* _INFORMATION_:
----

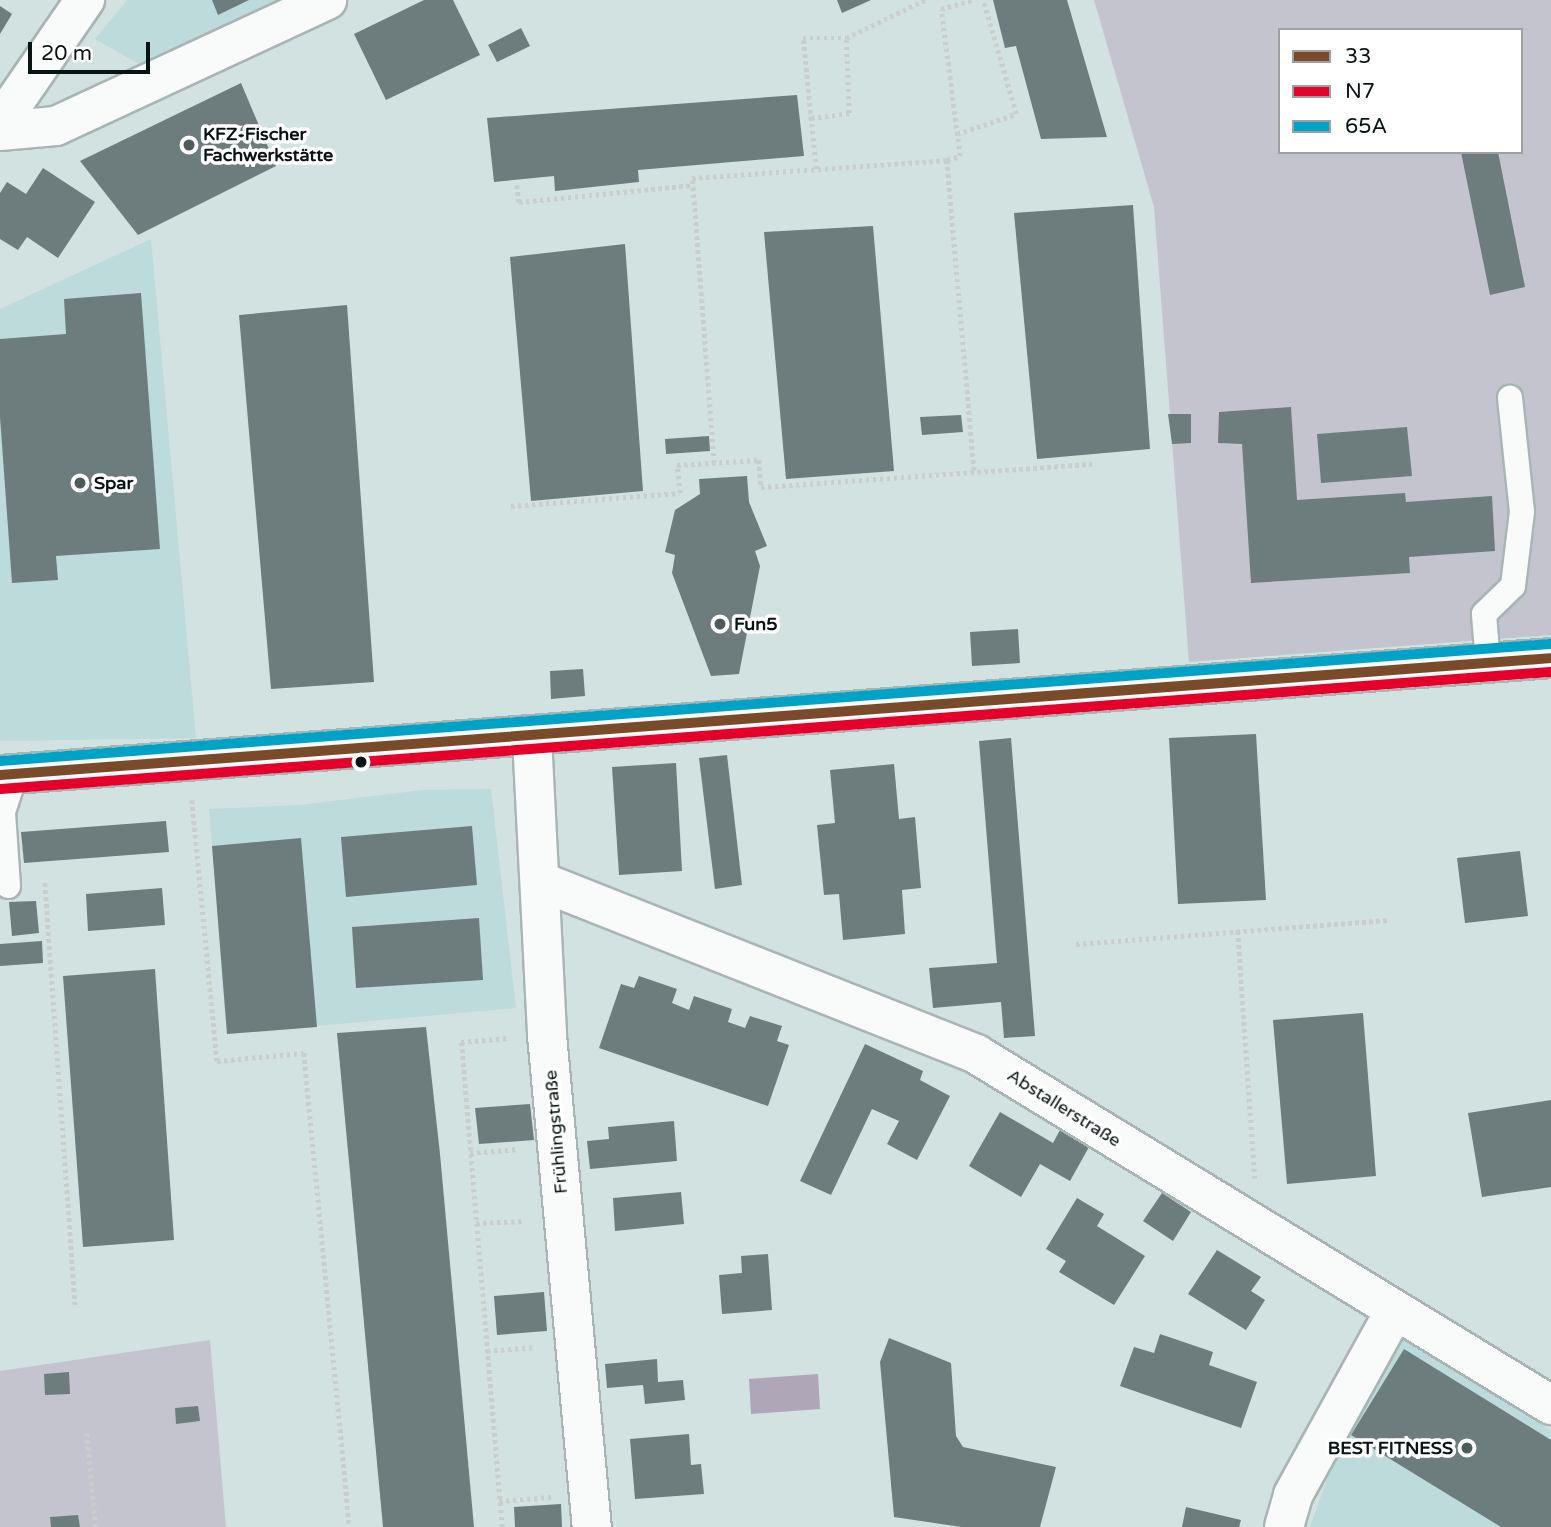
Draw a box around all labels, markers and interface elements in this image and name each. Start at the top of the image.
scale bar [32,28,154,72]
legend [1278,28,1523,154]
text: 20 m [41,41,92,66]
text: 33 [1345,44,1371,69]
text: N7 [1345,79,1375,104]
text: 65A [1345,114,1387,139]
place label: KFZ-Fischer Fachwerkstätte [203,124,333,166]
marker: KFZ-Fischer Fachwerkstätte [181,137,197,153]
place label: Spar [94,472,133,494]
marker: Spar [72,475,88,491]
place label: Fun5 [734,613,778,635]
marker: Fun5 [712,616,728,632]
unlabelled marker [354,755,368,769]
street label: Abstallerstraße [1003,1064,1125,1152]
street label: Frühlingstraße [540,1069,572,1195]
place label: BEST FITNESS [1328,1437,1453,1459]
marker: BEST FITNESS [1459,1440,1475,1456]

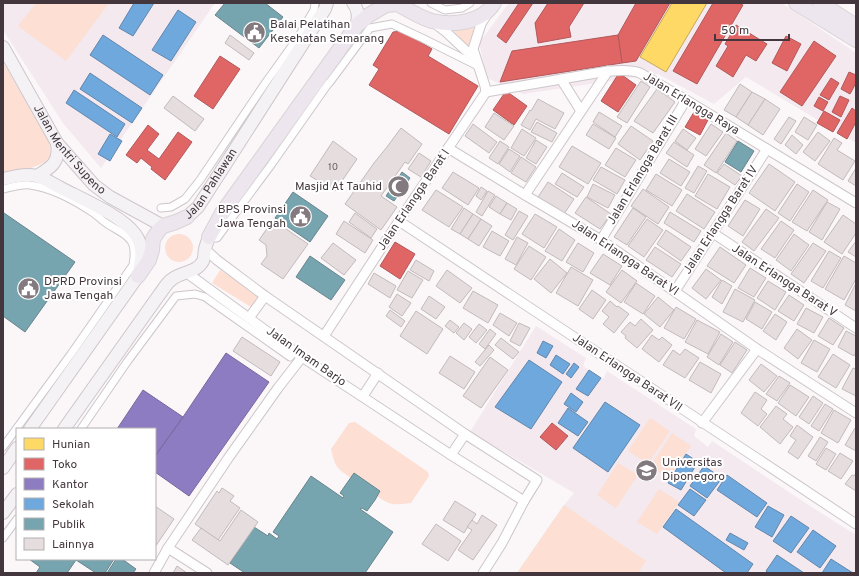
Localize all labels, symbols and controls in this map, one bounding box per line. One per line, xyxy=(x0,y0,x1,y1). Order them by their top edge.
scale bar xyxy=(715,16,789,42)
place label: Balai Pelatihan Kesehatan Semarang xyxy=(270,17,384,47)
public building icon: Balai Pelatihan Kesehatan Semarang xyxy=(242,19,268,45)
text: 50 m xyxy=(721,23,749,39)
street label: Jalan Erlangga Raya xyxy=(640,69,742,139)
street label: Jalan Mentri Supeno xyxy=(29,102,109,199)
street label: Jalan Erlangga Barat III xyxy=(604,112,682,228)
street label: Jalan Pahlawan xyxy=(181,146,241,223)
street label: Jalan Erlangga Barat I xyxy=(374,146,454,254)
house number: 10 xyxy=(328,161,338,174)
street label: Jalan Erlangga Barat IV xyxy=(680,162,762,277)
mosque icon: Masjid At Tauhid xyxy=(385,174,411,200)
place label: Masjid At Tauhid xyxy=(295,179,382,195)
place label: BPS Provinsi Jawa Tengah xyxy=(217,202,286,232)
public building icon: BPS Provinsi Jawa Tengah xyxy=(288,204,314,230)
street label: Jalan Erlangga Barat VI xyxy=(568,216,682,300)
street label: Jalan Erlangga Barat V xyxy=(728,241,840,321)
place label: DPRD Provinsi Jawa Tengah xyxy=(44,274,122,304)
public building icon: DPRD Provinsi Jawa Tengah xyxy=(16,276,42,302)
street label: Jalan Imam Barjo xyxy=(263,324,349,391)
street label: Jalan Erlangga Barat VII xyxy=(569,330,685,416)
legend xyxy=(16,428,156,560)
text: Hunian xyxy=(52,437,90,453)
place label: Universitas Diponegoro xyxy=(662,455,725,485)
text: Toko xyxy=(52,457,78,473)
school or university icon: Universitas Diponegoro xyxy=(633,457,659,483)
text: Kantor xyxy=(52,477,89,493)
text: Sekolah xyxy=(52,497,94,513)
text: Publik xyxy=(52,517,85,533)
text: Lainnya xyxy=(52,537,94,553)

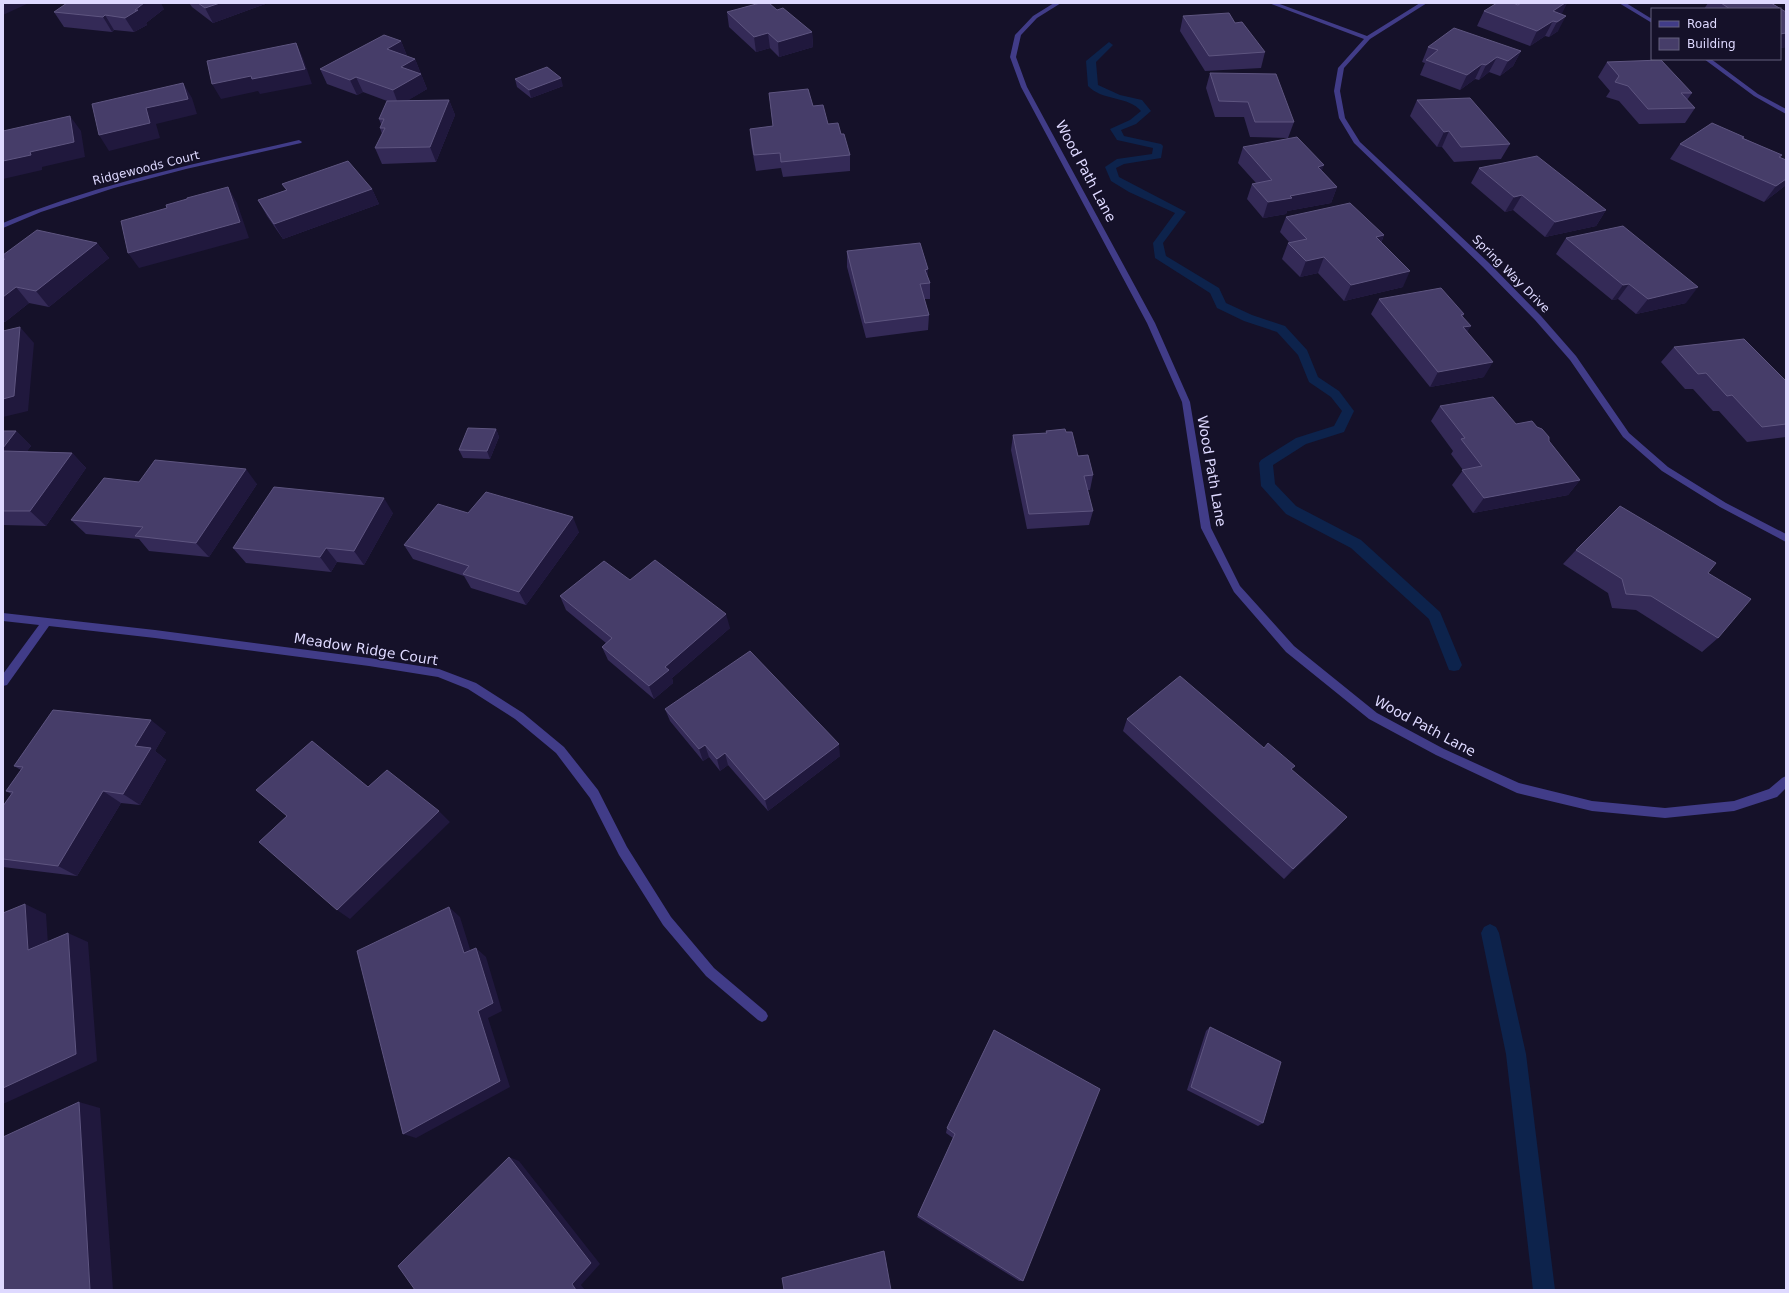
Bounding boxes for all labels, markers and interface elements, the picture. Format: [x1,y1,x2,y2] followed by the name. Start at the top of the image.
[1651,8,1781,60] legend
[1687,17,1717,31] text: Road
[1687,37,1736,51] text: Building
[1053,118,1119,224] street label: Wood Path Lane
[91,148,201,188] street label: Ridgewoods Court
[1469,232,1553,316] street label: Spring Way Drive
[1194,414,1230,528] street label: Wood Path Lane
[293,630,440,668] street label: Meadow Ridge Court
[1372,693,1478,759] street label: Wood Path Lane

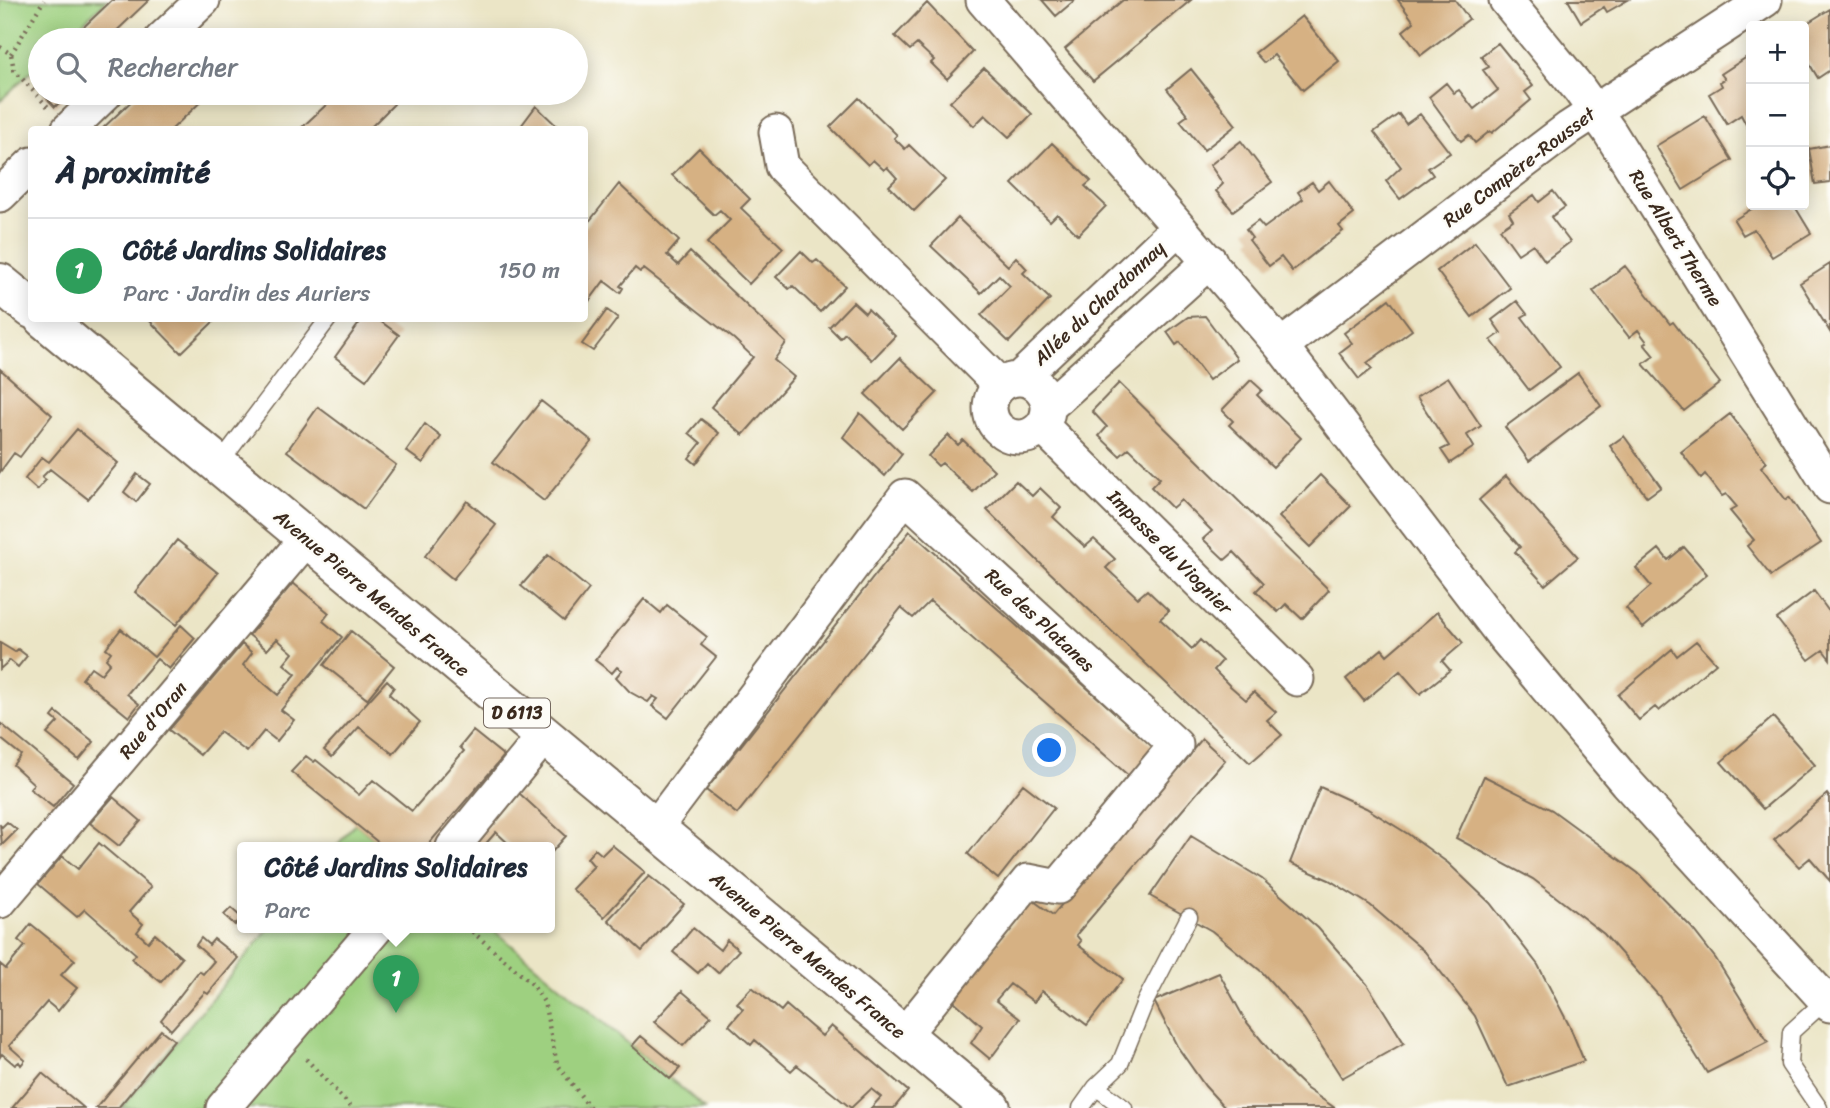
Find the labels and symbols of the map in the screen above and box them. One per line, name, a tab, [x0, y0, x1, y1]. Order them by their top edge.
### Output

----

* _TASK DIRECTIONS_: Output all lines above precisely. Pictures are to be left out.

* _YOUR SOLUTION_:
Draw a box around all labels, markers and interface elements in this image and name each. Start at the top of the image.
scale bar [32,28,154,72]
legend [1278,28,1523,154]
text: 20 m [41,41,92,66]
text: 33 [1345,44,1371,69]
text: N7 [1345,79,1375,104]
text: 65A [1345,114,1387,139]
place label: KFZ-Fischer Fachwerkstätte [203,124,333,166]
marker: KFZ-Fischer Fachwerkstätte [181,137,197,153]
place label: Spar [94,472,133,494]
marker: Spar [72,475,88,491]
place label: Fun5 [734,613,778,635]
marker: Fun5 [712,616,728,632]
unlabelled marker [354,755,368,769]
street label: Abstallerstraße [1003,1064,1125,1152]
street label: Frühlingstraße [540,1069,572,1195]
place label: BEST FITNESS [1328,1437,1453,1459]
marker: BEST FITNESS [1459,1440,1475,1456]

Localize all labels, symbols and controls in this map, one bounding box per line. One per line, xyxy=(x0,y0,x1,y1). Order them by their top edge.
scale bar xyxy=(715,16,789,42)
place label: Balai Pelatihan Kesehatan Semarang xyxy=(270,17,384,47)
public building icon: Balai Pelatihan Kesehatan Semarang xyxy=(242,19,268,45)
text: 50 m xyxy=(721,23,749,39)
street label: Jalan Erlangga Raya xyxy=(640,69,742,139)
street label: Jalan Mentri Supeno xyxy=(29,102,109,199)
street label: Jalan Erlangga Barat III xyxy=(604,112,682,228)
street label: Jalan Pahlawan xyxy=(181,146,241,223)
street label: Jalan Erlangga Barat I xyxy=(374,146,454,254)
house number: 10 xyxy=(328,161,338,174)
street label: Jalan Erlangga Barat IV xyxy=(680,162,762,277)
mosque icon: Masjid At Tauhid xyxy=(385,174,411,200)
place label: Masjid At Tauhid xyxy=(295,179,382,195)
place label: BPS Provinsi Jawa Tengah xyxy=(217,202,286,232)
public building icon: BPS Provinsi Jawa Tengah xyxy=(288,204,314,230)
street label: Jalan Erlangga Barat VI xyxy=(568,216,682,300)
street label: Jalan Erlangga Barat V xyxy=(728,241,840,321)
place label: DPRD Provinsi Jawa Tengah xyxy=(44,274,122,304)
public building icon: DPRD Provinsi Jawa Tengah xyxy=(16,276,42,302)
street label: Jalan Imam Barjo xyxy=(263,324,349,391)
street label: Jalan Erlangga Barat VII xyxy=(569,330,685,416)
legend xyxy=(16,428,156,560)
text: Hunian xyxy=(52,437,90,453)
place label: Universitas Diponegoro xyxy=(662,455,725,485)
text: Toko xyxy=(52,457,78,473)
school or university icon: Universitas Diponegoro xyxy=(633,457,659,483)
text: Kantor xyxy=(52,477,89,493)
text: Sekolah xyxy=(52,497,94,513)
text: Publik xyxy=(52,517,85,533)
text: Lainnya xyxy=(52,537,94,553)

Bounding boxes for all labels, markers and interface elements, the picture. Format: [x1,y1,x2,y2] followed by the name. Start at the top of the image.
[1651,8,1781,60] legend
[1687,17,1717,31] text: Road
[1687,37,1736,51] text: Building
[1053,118,1119,224] street label: Wood Path Lane
[91,148,201,188] street label: Ridgewoods Court
[1469,232,1553,316] street label: Spring Way Drive
[1194,414,1230,528] street label: Wood Path Lane
[293,630,440,668] street label: Meadow Ridge Court
[1372,693,1478,759] street label: Wood Path Lane

Find the labels and symbols of the map in the screen above and box them. One per line, name, a tab, [x0, y0, x1, y1]. Order them by their top edge.
### Output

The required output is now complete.